Bar plot is the simplest way to show enriched terms. The x-axis is enrichment metric (e.g. Gene ratio; Fold enrichment); the y-axis is selected terms. The bar color represents statistical value.

What’s the difference between pvalue and p.adjust? p.adjust has seven adjustment methods: https://www.rdocumentation.org/packages/stats/versions/3.5.0/topics/p.adjust. The adjusted p-value is always the p-value, multiplied with some factor: adj.p = f * p The actual size of this factor f depends on the strategy used to correct for multiple testing.
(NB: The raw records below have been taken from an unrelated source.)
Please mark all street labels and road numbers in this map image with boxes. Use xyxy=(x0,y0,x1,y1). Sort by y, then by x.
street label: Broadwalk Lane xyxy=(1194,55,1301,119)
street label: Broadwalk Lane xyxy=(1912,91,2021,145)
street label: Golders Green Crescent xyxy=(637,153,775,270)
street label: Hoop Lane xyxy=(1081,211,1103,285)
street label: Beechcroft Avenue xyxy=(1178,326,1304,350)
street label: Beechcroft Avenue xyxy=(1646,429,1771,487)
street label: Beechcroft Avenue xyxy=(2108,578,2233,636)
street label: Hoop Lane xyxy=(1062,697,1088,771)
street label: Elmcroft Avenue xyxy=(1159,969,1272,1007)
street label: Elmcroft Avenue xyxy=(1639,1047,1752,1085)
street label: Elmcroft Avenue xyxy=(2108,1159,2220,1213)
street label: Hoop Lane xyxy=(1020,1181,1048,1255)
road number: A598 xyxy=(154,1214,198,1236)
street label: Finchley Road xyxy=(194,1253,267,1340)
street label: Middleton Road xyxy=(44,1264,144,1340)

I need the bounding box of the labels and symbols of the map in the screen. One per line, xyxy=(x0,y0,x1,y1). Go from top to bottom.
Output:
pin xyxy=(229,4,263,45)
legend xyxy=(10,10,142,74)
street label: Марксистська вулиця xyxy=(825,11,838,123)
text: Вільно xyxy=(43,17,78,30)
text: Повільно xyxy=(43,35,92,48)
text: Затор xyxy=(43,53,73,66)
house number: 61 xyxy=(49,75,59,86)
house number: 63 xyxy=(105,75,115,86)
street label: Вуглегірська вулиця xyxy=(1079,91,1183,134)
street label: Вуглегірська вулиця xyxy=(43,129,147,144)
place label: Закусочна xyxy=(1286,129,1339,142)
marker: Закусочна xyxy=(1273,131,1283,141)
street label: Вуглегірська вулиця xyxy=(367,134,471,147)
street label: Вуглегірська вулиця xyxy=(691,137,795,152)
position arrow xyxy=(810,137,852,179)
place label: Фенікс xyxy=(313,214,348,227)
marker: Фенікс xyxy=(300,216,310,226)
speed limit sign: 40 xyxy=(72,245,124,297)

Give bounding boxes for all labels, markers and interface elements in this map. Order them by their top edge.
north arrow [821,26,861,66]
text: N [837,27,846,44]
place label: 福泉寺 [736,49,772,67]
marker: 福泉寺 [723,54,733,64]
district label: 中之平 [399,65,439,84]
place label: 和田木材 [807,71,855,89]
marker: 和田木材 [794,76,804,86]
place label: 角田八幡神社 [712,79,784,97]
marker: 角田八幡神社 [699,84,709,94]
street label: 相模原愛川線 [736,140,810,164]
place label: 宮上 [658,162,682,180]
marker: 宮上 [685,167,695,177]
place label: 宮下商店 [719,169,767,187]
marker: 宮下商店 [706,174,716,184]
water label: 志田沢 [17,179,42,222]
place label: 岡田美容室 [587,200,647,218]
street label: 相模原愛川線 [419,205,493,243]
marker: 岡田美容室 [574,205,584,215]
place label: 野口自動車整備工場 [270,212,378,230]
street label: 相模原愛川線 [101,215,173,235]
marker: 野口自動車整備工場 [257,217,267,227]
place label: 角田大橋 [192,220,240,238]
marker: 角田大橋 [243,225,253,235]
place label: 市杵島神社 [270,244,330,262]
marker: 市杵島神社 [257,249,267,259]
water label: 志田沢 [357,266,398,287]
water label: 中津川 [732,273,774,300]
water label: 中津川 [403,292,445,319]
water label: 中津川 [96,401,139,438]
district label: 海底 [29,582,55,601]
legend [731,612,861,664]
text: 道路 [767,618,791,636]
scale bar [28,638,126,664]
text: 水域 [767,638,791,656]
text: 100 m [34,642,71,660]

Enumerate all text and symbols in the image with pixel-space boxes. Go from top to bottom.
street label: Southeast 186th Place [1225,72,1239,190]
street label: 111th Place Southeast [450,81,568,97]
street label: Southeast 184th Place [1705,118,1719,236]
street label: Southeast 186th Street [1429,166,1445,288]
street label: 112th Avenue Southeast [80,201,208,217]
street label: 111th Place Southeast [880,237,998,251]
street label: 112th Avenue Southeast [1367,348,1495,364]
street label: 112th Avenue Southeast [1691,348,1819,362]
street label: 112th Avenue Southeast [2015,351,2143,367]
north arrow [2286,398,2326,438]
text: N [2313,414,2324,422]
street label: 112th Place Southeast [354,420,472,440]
By the way, the “q-value” stands for “false discovery rate (FDR)” method.

The basic arguments are:

  • term_metric: The x-axis could be “Count”, “GeneRatio”, “FoldEnrich” or “RichFactor”
  • stats_metric: Statistic value of “p.adjust”, “pvalue” or “qvalue”
  • up_color: Color for stronger statistic value (e.g. pvalue 0.01)
  • down_color: Color for weaker statistic value (e.g. pvalue 1)
  • wrap_length: Wrap term text if longer than this number
library(patchwork)
p1 <- plotEnrich(ego, plot_type = "bar")
p2 <- plotEnrich(ego, plot_type = "bar", term_metric = "GeneRatio", stats_metric = "pvalue")
p3 <- plotEnrich(ego, plot_type = "bar", up_color = "#E69056", down_color = "#325CAC")
p4 <- plotEnrich(ego, plot_type = "bar", wrap_length = 25)
p1 + p2 + p3 + p4 + plot_annotation(tag_levels = "A")
Bar plot of enrichment analysis. default (A), modify metrics (B), modify color (C) and modify term length (D).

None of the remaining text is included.